---------- MATERIAL SUPPLIED ----------

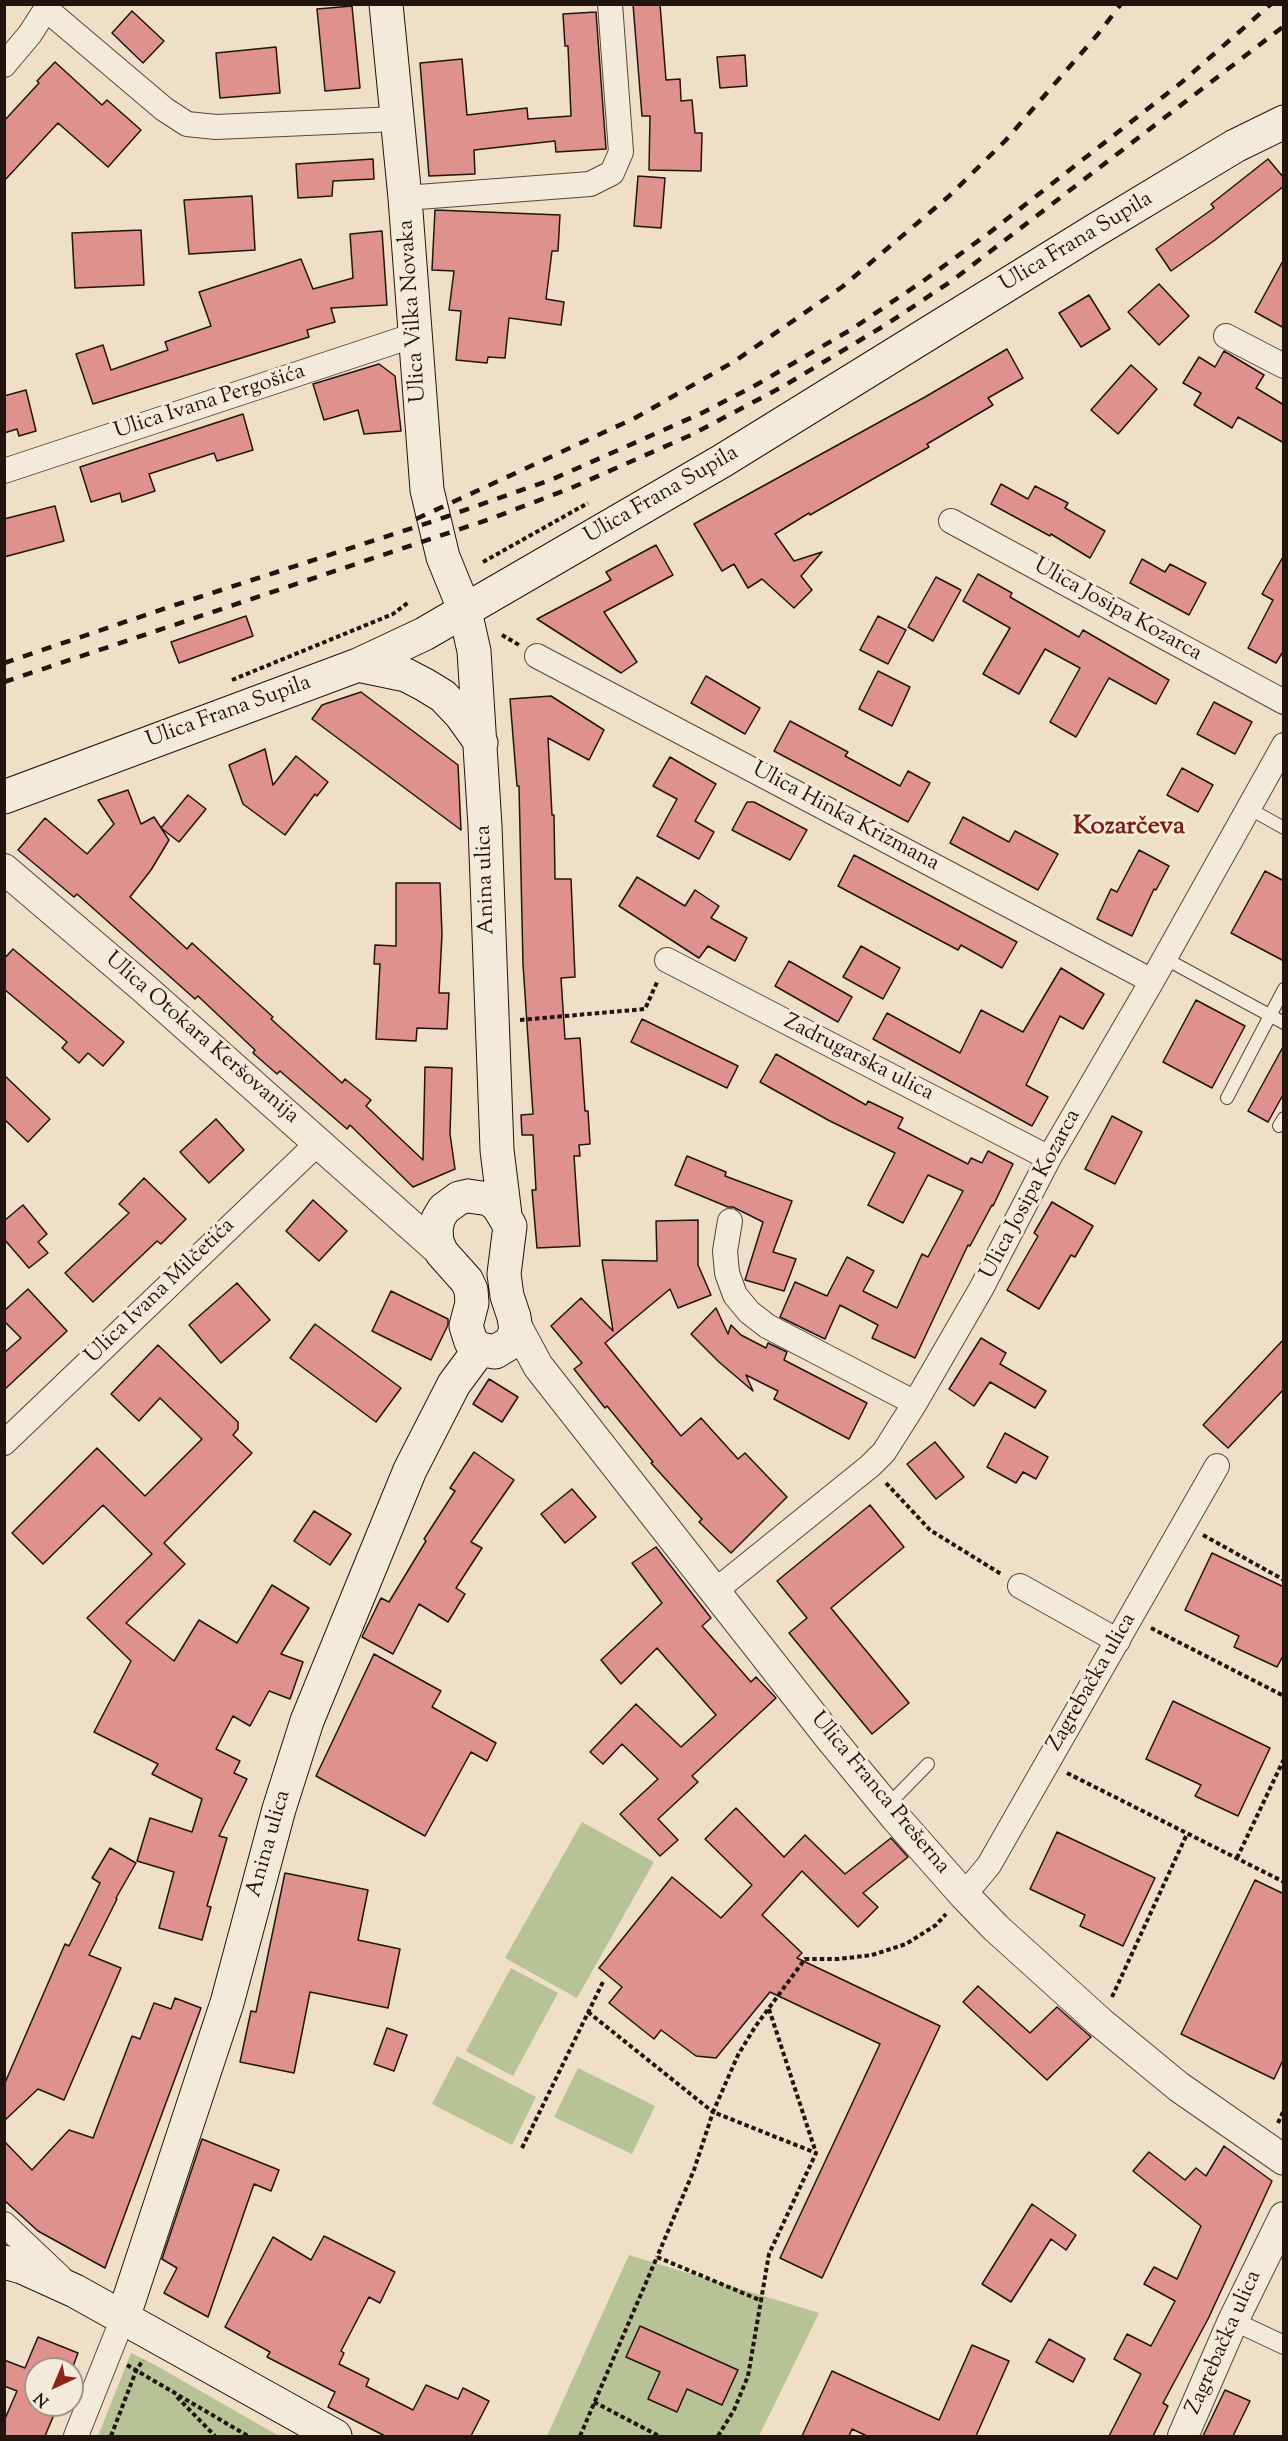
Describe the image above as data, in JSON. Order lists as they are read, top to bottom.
{
  "streets": {
    "main road": ["Ulica Frana Supila", "Ulica Vilka Novaka", "Anina ulica"],
    "street": [
      "Ulica Ivana Pergošića",
      "Ulica Josipa Kozarca",
      "Ulica Hinka Krizmana",
      "Ulica Otokara Keršovanija",
      "Zadrugarska ulica",
      "Ulica Ivana Milčetića",
      "Zagrebačka ulica",
      "Ulica Franca Prešerna"
    ]
  },
  "crossings": [
    ["Ulica Frana Supila", "Ulica Vilka Novaka"],
    ["Ulica Frana Supila", "Anina ulica"],
    ["Ulica Vilka Novaka", "Ulica Ivana Pergošića"],
    ["Ulica Vilka Novaka", "Anina ulica"],
    ["Ulica Josipa Kozarca", "Ulica Hinka Krizmana"],
    ["Ulica Josipa Kozarca", "Zadrugarska ulica"],
    ["Ulica Josipa Kozarca", "Ulica Franca Prešerna"],
    ["Anina ulica", "Ulica Otokara Keršovanija"],
    ["Anina ulica", "Ulica Franca Prešerna"],
    ["Ulica Otokara Keršovanija", "Ulica Ivana Milčetića"],
    ["Zagrebačka ulica", "Ulica Franca Prešerna"]
  ],
  "districts": ["Kozarčeva"],
  "north": "bottom left"
}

----------

» **ACTIVITY**:
Show me every line of the entries above that holds "Krizmana".

» **RESULT**:
      "Ulica Hinka Krizmana",
    ["Ulica Josipa Kozarca", "Ulica Hinka Krizmana"],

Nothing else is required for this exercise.